Wellness Week replacement of spring break falls flat

Losing spring break still a problem that this initiative does not address

Wellness Week replacement of spring break falls flat


In an email to the University on Nov. 17, Acting Provost Peter Starr announced a new initiative to replace spring break: Wellness Week. Between March 7 and March 13, while classes will still meet synchronously, there will be no written assignments, exams, required readings or quizzes. The goal of this is to relieve stress students are feeling due to the ongoing pandemic, especially as spring break was canceled per President Sylvia Burwell’s email announcing the spring semester plan on Oct. 26. According to the email, spring break was canceled in the interest of preventing further spread of the coronavirus from travel. Winter break has also been extended by one week, with spring classes now beginning on Jan. 19.

This announcement is, frankly, frustrating for students. After it was announced that spring break would be canceled, students were immediately upset by the decision. 

While it is understandable that there are instructional time constraints on the University that likely made it difficult to give different days off, if that is due to the extended winter break then the University is proving just how much they do not understand their students. Winter break is normally approximately four weeks long, and by the time it ends most students feel rested and caught up on their lives. Spring break comes right when students need it most around midterms, after what always feels like a marathon semester. Students need time away from assignments, but also away from responsibilities for a week and classes are included in those responsibilities. Similar to the Thanksgiving break experience, spring break is often an excuse to be able to take one, maybe two days off from homework while the rest of the break is spent hunched over textbooks. Spring break is often spent catching up on readings and finishing midterms. Neither of those breaks are the relaxation opportunity that the University seems to think they are due to the amount of work regularly assigned to students.

Adding a week to winter break does nothing to increase student relaxation for the spring semester. Students will already not be as stressed since classes will not have met for almost a month, as opposed to the middle of March when there will be deadlines every other week on top of regularly assigned reading.

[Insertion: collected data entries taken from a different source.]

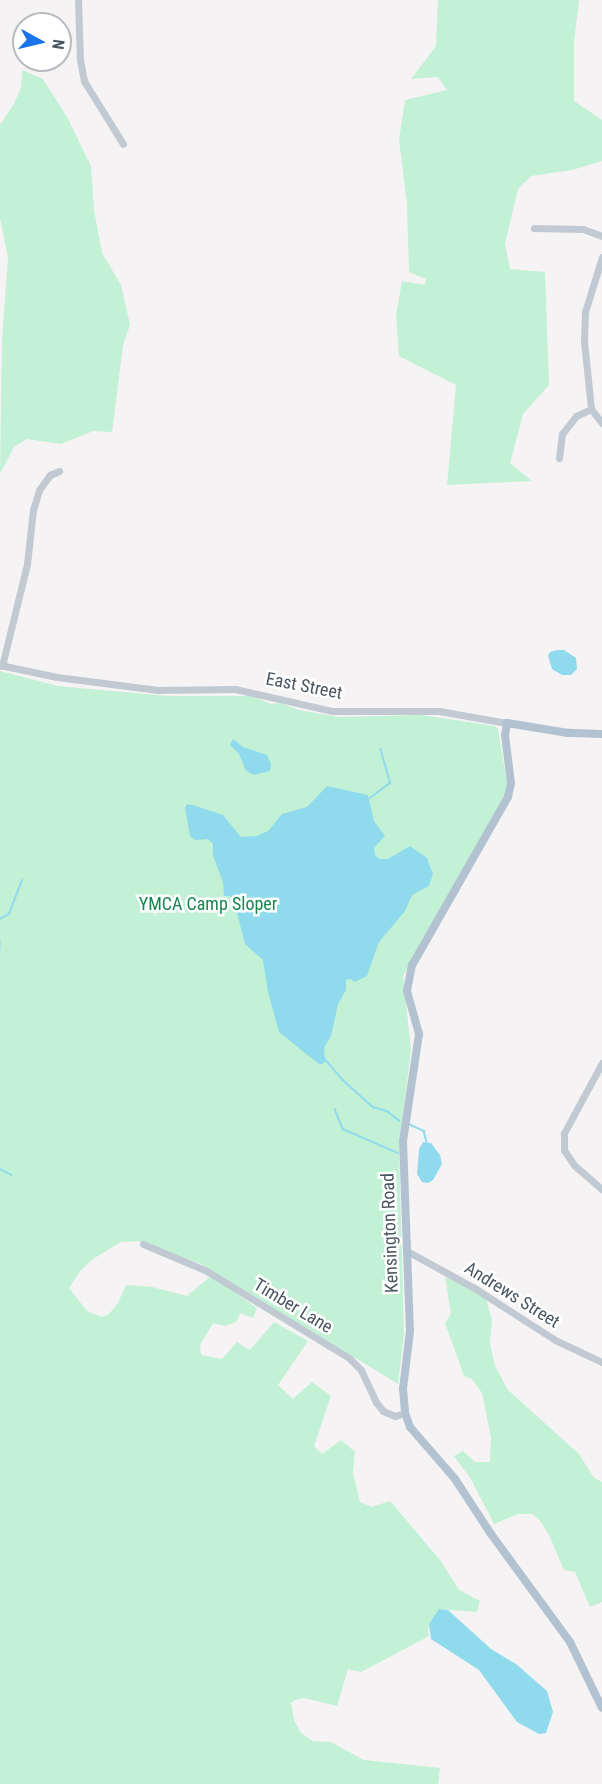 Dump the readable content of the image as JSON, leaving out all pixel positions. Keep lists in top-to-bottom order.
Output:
{
  "streets": {
    "main road": ["East Street", "Kensington Road"],
    "street": ["Andrews Street", "Timber Lane"]
  },
  "crossings": [
    ["East Street", "Kensington Road"],
    ["Kensington Road", "Andrews Street"],
    ["Kensington Road", "Timber Lane"]
  ],
  "parks": ["YMCA Camp Sloper"],
  "north": "right"
}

If students have a week of no deadlines, but then need to turn around and have a project for every class due March 15, that isn’t relaxing. Perhaps if class was canceled, then several deadlines on one day wouldn’t be a problem. Unfortunately, students do not have seven free days since there is still an asynchronous or synchronous class expectation.

The hope is that somehow this will be enforced on professors or they will make sure to comply without then causing such stressful deadlines. But that is a risk, and students will suffer from it. 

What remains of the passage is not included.